§ Prompt
Report how many lines in the records below hold the word "does". Add nothing to the number.
Data to examine below:
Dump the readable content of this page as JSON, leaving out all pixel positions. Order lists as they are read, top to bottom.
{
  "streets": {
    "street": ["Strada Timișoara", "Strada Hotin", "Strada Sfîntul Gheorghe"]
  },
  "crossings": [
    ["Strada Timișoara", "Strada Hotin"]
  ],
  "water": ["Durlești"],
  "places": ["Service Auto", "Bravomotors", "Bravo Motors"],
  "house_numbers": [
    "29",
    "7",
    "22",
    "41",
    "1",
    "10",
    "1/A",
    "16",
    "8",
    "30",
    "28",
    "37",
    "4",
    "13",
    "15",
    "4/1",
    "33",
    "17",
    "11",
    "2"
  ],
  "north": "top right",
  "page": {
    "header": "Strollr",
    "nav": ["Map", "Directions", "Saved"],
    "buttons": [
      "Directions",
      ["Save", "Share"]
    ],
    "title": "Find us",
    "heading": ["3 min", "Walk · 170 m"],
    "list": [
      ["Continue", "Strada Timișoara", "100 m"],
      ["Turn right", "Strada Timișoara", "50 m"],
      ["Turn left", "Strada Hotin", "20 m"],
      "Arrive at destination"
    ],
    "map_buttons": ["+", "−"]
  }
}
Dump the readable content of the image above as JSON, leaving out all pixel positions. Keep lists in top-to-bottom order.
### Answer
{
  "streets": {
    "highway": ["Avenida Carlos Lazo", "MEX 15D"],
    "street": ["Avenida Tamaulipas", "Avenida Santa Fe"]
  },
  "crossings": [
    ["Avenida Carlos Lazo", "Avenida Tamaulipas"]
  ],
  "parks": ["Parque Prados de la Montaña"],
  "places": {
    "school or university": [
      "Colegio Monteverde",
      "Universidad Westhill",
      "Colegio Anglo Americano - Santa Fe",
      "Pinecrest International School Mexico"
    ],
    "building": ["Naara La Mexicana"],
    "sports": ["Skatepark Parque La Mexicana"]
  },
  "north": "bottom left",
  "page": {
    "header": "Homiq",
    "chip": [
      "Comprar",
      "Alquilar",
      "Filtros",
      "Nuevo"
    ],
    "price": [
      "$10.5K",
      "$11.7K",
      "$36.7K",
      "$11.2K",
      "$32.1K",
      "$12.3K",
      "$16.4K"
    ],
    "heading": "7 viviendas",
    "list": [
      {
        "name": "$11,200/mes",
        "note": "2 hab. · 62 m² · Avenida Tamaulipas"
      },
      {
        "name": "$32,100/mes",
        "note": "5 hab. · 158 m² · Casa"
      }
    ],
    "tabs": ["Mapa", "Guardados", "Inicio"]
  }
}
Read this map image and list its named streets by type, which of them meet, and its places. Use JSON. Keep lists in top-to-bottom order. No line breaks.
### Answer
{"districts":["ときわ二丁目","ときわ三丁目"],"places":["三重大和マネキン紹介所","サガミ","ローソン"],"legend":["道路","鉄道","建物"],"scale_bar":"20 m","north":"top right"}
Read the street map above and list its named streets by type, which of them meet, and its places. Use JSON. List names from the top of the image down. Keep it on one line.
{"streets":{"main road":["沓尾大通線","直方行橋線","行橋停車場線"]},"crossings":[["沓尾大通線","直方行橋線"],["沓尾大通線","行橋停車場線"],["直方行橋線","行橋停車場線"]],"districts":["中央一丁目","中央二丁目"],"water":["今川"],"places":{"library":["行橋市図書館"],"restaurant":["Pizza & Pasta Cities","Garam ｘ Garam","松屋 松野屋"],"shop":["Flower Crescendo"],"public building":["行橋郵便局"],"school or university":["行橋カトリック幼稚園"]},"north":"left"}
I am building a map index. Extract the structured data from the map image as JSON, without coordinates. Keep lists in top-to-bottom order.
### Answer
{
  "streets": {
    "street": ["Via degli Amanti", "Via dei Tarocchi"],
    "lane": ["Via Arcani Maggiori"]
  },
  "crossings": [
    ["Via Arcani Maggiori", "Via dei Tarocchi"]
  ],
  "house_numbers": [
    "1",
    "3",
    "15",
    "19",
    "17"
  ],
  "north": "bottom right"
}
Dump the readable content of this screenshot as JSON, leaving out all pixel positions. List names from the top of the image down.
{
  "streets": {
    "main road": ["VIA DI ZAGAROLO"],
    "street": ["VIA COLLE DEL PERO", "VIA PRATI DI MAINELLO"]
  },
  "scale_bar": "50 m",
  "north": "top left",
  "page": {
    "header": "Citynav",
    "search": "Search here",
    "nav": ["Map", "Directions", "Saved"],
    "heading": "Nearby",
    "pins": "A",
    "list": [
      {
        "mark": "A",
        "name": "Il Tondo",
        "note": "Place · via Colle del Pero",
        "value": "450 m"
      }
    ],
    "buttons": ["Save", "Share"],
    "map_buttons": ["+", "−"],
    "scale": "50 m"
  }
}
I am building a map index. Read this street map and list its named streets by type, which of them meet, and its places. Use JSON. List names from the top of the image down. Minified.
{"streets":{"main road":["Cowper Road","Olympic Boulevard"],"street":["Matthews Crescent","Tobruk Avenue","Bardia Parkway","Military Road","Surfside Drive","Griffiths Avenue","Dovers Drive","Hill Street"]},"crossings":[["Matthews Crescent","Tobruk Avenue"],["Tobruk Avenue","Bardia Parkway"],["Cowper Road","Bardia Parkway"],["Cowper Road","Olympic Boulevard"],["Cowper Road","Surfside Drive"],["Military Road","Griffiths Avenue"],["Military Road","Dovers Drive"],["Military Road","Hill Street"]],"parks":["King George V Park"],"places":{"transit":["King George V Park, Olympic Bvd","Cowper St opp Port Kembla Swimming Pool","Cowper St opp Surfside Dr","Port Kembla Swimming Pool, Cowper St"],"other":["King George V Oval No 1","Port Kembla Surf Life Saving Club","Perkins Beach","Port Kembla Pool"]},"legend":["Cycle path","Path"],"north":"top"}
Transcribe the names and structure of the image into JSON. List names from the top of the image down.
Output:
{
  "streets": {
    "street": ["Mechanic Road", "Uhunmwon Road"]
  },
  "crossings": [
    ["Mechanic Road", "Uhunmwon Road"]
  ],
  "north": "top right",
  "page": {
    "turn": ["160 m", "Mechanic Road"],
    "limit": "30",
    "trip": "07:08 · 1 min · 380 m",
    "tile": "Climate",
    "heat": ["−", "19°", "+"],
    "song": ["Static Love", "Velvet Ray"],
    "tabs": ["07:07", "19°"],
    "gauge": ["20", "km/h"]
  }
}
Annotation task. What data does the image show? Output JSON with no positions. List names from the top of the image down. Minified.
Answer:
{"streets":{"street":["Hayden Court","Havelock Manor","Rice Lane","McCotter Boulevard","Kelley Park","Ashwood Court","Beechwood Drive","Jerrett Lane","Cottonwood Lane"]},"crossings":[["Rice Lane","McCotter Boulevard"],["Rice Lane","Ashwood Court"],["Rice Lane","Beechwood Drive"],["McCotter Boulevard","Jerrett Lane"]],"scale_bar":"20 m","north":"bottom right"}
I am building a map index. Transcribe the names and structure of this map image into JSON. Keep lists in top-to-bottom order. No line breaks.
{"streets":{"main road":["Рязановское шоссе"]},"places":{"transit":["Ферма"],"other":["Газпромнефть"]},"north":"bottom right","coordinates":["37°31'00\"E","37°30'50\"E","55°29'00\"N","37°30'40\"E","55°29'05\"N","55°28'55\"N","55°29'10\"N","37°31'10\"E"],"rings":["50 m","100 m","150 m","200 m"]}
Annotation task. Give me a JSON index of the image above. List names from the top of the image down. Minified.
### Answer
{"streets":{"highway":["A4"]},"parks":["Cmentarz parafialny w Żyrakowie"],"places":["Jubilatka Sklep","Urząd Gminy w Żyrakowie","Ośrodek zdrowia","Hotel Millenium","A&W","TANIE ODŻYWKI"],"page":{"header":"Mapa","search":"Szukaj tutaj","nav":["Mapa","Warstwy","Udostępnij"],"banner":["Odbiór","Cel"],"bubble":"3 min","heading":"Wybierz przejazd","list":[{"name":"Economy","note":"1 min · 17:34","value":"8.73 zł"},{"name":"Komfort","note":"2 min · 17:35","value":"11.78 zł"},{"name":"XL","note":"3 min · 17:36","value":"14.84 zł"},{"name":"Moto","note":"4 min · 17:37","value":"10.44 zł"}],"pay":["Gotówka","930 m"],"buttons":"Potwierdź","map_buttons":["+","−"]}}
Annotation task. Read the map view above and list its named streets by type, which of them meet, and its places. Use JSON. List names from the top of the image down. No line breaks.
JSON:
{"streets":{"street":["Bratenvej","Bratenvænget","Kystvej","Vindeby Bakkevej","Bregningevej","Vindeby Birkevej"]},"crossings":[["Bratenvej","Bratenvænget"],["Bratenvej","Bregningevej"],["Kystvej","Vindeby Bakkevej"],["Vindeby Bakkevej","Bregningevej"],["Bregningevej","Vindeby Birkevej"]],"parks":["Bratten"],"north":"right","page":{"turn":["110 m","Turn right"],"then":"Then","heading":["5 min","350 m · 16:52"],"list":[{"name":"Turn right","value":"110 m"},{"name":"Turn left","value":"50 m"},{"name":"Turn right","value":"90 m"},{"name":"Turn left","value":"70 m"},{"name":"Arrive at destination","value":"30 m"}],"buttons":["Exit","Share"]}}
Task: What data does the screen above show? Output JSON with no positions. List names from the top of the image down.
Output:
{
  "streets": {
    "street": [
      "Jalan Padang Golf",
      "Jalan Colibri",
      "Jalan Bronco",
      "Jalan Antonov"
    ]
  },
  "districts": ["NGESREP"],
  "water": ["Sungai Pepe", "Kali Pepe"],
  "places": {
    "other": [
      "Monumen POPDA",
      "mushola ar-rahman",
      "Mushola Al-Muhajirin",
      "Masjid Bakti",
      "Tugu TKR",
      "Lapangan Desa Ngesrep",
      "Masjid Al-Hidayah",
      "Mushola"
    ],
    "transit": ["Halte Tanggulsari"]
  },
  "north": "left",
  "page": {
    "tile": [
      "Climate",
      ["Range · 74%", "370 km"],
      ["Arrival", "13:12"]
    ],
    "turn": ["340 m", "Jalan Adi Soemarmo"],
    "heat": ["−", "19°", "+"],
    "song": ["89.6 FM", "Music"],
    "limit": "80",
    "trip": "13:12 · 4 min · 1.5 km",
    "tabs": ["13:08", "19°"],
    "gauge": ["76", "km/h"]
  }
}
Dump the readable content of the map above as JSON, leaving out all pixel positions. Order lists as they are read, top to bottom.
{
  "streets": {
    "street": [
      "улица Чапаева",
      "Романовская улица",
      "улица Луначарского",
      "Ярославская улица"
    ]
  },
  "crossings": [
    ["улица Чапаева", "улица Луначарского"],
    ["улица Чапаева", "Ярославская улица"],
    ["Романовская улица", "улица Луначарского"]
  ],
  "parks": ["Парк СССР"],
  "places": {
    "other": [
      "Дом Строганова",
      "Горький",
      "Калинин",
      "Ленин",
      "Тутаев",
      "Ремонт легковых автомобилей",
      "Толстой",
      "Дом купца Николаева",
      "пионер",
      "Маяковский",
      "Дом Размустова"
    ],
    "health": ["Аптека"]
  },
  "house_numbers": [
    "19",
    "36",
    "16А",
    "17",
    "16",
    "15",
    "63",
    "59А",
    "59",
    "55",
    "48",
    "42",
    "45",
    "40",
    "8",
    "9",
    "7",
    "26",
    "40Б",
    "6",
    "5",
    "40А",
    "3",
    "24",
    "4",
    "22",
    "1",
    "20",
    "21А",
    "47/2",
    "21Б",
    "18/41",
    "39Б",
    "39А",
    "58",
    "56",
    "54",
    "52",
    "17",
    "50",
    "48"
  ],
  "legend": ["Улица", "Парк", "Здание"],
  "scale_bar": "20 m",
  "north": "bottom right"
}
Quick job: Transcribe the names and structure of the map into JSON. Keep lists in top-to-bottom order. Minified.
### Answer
End of Data to examine.
§ Task answer
2